● WHAT IS BEING ASKED
Scan the entries below for lines holding "Directions". Give the number of such lines alone.

────

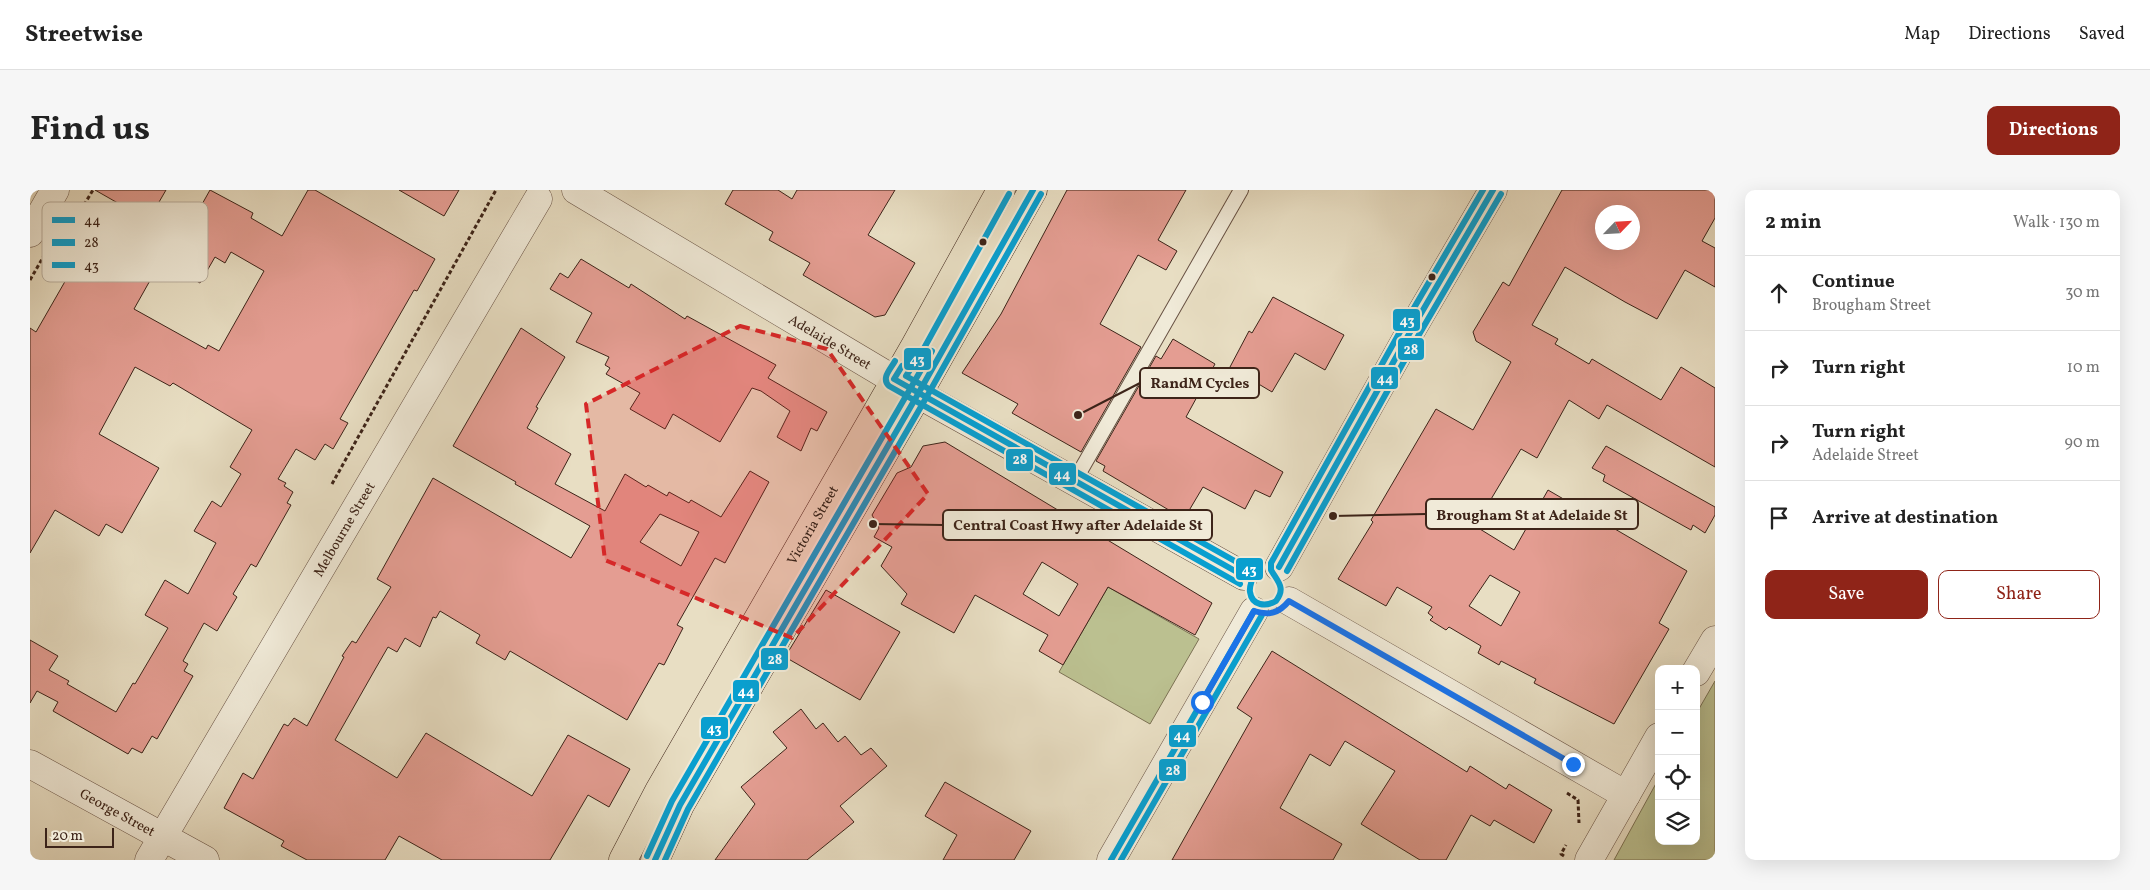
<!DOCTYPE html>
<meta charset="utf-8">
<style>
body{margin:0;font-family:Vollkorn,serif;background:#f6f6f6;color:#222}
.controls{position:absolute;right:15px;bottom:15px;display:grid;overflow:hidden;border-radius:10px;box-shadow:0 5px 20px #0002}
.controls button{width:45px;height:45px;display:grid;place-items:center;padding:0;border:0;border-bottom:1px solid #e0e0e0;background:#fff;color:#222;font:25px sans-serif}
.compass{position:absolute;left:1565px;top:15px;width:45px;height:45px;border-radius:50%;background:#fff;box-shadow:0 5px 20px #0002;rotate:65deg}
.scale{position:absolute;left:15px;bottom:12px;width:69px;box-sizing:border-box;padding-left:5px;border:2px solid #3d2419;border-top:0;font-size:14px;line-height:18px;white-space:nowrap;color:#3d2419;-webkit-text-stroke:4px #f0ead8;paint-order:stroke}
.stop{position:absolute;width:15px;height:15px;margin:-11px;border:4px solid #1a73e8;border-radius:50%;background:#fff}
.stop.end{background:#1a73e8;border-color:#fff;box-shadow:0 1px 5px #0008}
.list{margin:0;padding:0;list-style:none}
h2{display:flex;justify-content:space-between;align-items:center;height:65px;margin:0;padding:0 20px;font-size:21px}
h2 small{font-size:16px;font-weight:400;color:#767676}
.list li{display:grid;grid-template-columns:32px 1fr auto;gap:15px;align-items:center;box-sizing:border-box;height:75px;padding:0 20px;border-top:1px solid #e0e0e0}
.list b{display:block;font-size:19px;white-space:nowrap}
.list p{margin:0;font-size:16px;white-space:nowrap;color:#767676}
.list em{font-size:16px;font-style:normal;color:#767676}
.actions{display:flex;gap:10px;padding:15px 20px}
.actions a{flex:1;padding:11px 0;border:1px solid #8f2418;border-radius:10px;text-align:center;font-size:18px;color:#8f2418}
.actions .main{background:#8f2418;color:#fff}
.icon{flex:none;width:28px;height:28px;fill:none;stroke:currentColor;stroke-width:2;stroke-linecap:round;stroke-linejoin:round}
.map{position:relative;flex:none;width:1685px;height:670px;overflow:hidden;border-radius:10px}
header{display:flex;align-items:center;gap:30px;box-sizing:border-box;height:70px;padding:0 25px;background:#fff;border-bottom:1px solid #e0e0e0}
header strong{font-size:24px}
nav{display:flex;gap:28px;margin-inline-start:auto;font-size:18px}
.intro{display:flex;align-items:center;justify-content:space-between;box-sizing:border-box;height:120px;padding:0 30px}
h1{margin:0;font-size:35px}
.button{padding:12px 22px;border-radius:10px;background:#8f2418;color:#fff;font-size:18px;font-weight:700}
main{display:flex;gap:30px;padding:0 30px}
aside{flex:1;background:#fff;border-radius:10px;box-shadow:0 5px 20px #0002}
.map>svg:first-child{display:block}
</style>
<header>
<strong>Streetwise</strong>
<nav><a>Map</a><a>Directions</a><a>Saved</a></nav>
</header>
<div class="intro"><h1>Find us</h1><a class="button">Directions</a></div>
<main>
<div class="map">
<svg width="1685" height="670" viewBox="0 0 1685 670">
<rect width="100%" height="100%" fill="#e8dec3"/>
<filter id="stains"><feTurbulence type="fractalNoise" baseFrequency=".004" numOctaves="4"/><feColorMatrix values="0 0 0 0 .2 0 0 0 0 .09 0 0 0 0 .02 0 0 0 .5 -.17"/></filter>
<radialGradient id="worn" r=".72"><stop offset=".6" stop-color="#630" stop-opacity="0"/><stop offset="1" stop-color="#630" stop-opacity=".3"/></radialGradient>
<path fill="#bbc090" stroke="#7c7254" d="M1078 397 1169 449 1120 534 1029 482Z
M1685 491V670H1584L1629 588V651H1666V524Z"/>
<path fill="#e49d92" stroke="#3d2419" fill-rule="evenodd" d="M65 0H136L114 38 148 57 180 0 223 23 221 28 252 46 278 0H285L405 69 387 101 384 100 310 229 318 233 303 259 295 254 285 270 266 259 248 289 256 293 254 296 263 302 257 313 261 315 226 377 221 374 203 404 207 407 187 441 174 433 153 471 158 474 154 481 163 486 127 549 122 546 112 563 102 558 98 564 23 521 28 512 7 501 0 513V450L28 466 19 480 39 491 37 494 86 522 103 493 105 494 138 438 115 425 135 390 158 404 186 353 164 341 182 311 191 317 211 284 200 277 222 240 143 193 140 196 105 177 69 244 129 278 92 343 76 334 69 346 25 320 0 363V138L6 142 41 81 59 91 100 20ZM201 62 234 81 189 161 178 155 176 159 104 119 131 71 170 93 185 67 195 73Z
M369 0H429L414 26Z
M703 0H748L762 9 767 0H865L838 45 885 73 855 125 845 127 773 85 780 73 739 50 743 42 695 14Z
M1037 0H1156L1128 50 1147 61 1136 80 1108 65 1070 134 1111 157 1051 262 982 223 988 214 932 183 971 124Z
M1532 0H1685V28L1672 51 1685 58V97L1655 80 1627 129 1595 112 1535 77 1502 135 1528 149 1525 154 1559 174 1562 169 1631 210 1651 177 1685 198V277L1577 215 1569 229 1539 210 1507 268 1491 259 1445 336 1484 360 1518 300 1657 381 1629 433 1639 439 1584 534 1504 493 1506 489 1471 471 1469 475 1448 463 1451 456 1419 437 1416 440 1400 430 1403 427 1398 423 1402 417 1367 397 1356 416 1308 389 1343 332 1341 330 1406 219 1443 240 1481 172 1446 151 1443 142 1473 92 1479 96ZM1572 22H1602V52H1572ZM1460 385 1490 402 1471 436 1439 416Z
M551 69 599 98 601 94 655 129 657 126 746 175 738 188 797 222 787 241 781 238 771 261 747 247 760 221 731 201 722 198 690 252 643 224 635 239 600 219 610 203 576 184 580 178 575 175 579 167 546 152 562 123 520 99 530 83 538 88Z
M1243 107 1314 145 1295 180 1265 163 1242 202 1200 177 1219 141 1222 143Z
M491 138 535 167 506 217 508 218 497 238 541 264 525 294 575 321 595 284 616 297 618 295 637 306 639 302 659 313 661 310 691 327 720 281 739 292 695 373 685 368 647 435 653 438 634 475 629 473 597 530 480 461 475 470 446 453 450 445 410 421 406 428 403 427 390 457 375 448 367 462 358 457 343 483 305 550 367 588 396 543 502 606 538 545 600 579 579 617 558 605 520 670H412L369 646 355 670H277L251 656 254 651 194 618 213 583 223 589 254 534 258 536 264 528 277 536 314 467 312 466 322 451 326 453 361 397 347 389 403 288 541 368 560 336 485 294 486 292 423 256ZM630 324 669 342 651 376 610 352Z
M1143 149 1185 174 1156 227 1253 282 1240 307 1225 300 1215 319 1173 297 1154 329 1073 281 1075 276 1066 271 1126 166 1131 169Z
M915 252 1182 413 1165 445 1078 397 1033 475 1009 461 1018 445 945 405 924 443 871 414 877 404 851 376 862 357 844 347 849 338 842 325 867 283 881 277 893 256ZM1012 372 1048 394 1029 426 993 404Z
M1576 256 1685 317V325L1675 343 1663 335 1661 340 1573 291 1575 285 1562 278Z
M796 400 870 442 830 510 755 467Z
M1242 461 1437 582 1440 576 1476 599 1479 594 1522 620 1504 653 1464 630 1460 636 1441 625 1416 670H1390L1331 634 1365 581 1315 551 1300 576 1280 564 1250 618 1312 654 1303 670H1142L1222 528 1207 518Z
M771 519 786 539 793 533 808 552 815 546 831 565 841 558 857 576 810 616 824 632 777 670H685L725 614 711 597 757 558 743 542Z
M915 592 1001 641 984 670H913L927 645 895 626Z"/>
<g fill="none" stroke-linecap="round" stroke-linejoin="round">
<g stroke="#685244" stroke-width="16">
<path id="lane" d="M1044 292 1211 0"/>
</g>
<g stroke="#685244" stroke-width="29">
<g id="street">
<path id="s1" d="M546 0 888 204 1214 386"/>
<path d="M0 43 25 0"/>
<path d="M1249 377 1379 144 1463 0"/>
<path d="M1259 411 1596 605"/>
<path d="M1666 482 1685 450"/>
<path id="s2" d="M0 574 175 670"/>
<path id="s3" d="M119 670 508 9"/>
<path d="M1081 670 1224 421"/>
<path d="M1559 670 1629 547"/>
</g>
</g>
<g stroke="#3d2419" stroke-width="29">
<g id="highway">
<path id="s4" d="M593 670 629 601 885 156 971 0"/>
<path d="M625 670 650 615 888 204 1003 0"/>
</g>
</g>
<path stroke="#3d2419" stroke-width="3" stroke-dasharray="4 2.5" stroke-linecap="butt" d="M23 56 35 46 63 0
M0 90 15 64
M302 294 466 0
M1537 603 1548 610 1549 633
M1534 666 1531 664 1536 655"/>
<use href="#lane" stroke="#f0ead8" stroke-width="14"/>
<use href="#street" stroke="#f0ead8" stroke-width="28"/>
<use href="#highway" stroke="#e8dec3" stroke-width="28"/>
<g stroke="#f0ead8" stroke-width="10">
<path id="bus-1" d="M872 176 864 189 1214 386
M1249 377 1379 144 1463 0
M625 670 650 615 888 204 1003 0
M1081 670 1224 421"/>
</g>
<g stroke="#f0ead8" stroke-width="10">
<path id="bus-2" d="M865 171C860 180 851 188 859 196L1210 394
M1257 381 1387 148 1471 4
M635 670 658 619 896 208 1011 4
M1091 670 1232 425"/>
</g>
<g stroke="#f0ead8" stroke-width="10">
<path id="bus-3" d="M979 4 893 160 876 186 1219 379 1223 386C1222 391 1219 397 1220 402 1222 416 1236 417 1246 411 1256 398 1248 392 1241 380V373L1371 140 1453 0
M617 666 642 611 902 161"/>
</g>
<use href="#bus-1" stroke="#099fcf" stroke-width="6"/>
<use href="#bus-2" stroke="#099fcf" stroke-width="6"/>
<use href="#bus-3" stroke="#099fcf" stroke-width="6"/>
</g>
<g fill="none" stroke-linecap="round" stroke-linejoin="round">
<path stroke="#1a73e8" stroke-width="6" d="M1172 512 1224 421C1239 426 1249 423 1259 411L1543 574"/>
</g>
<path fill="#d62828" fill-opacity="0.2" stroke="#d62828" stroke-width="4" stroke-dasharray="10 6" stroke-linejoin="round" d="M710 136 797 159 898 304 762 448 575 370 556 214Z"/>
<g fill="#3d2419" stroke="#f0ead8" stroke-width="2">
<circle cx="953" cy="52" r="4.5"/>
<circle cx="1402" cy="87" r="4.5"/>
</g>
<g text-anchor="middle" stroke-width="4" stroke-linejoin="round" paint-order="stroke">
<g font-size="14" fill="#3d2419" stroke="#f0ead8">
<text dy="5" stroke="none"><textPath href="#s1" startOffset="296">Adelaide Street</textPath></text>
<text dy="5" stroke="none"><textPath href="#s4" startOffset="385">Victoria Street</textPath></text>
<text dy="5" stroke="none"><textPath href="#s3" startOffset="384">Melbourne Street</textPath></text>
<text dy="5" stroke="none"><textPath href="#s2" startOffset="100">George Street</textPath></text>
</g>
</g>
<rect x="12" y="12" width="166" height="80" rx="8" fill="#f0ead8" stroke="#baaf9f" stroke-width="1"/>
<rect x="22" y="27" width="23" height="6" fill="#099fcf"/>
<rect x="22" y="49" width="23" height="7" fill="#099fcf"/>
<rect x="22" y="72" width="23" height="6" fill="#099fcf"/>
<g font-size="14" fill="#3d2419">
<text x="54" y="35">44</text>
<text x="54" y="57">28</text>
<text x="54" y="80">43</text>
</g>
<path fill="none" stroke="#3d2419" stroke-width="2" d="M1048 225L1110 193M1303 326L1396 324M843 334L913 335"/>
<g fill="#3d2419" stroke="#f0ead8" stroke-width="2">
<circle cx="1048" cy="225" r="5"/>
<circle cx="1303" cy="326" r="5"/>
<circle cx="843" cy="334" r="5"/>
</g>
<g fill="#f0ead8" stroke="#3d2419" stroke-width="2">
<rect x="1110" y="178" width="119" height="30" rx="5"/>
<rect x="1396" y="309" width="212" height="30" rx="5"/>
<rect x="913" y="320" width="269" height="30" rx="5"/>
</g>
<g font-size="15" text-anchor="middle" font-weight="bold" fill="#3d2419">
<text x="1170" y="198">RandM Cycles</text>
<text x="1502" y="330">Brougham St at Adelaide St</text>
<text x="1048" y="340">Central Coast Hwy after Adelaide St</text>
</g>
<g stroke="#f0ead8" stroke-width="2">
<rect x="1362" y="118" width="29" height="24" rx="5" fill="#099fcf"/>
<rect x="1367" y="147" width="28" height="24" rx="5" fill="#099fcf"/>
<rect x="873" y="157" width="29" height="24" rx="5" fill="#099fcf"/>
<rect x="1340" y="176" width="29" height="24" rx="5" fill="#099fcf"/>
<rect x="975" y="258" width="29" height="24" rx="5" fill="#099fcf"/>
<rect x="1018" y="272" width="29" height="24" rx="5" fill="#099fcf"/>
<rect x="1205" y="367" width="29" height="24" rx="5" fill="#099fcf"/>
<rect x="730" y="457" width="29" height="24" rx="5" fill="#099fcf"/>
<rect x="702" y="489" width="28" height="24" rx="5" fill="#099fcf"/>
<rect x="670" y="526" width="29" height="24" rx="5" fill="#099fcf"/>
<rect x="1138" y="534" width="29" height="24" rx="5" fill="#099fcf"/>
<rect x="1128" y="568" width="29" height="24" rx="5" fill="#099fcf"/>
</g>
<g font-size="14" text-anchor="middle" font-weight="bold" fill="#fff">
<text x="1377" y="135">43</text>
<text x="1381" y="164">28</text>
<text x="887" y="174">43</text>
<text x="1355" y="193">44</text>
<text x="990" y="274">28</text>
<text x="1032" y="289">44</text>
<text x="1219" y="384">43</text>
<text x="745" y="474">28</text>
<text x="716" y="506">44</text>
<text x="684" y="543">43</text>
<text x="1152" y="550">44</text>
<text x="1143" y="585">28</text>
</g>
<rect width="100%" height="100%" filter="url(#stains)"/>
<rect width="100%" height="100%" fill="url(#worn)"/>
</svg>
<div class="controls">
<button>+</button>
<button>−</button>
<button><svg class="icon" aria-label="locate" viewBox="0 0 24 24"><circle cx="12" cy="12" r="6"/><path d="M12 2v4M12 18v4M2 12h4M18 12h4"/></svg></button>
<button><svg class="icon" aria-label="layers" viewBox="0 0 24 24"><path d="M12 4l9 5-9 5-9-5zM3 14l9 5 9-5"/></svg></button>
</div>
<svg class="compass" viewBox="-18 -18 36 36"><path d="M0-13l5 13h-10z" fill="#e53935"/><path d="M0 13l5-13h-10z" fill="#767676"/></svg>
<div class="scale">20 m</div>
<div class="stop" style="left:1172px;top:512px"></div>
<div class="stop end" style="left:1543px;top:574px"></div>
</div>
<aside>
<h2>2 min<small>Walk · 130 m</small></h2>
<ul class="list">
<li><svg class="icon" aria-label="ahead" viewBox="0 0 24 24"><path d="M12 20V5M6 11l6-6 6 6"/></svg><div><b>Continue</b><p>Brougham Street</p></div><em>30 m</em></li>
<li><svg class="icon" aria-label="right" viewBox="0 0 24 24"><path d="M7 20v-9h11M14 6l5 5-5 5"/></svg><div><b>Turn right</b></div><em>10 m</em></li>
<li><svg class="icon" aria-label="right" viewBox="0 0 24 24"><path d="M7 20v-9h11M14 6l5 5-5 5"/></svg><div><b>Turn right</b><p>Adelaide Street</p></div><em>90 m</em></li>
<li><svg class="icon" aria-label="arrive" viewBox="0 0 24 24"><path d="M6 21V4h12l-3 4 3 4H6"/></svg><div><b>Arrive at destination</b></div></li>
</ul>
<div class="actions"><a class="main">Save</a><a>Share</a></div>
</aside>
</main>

────

● SOLUTION TO THIS PROBLEM
2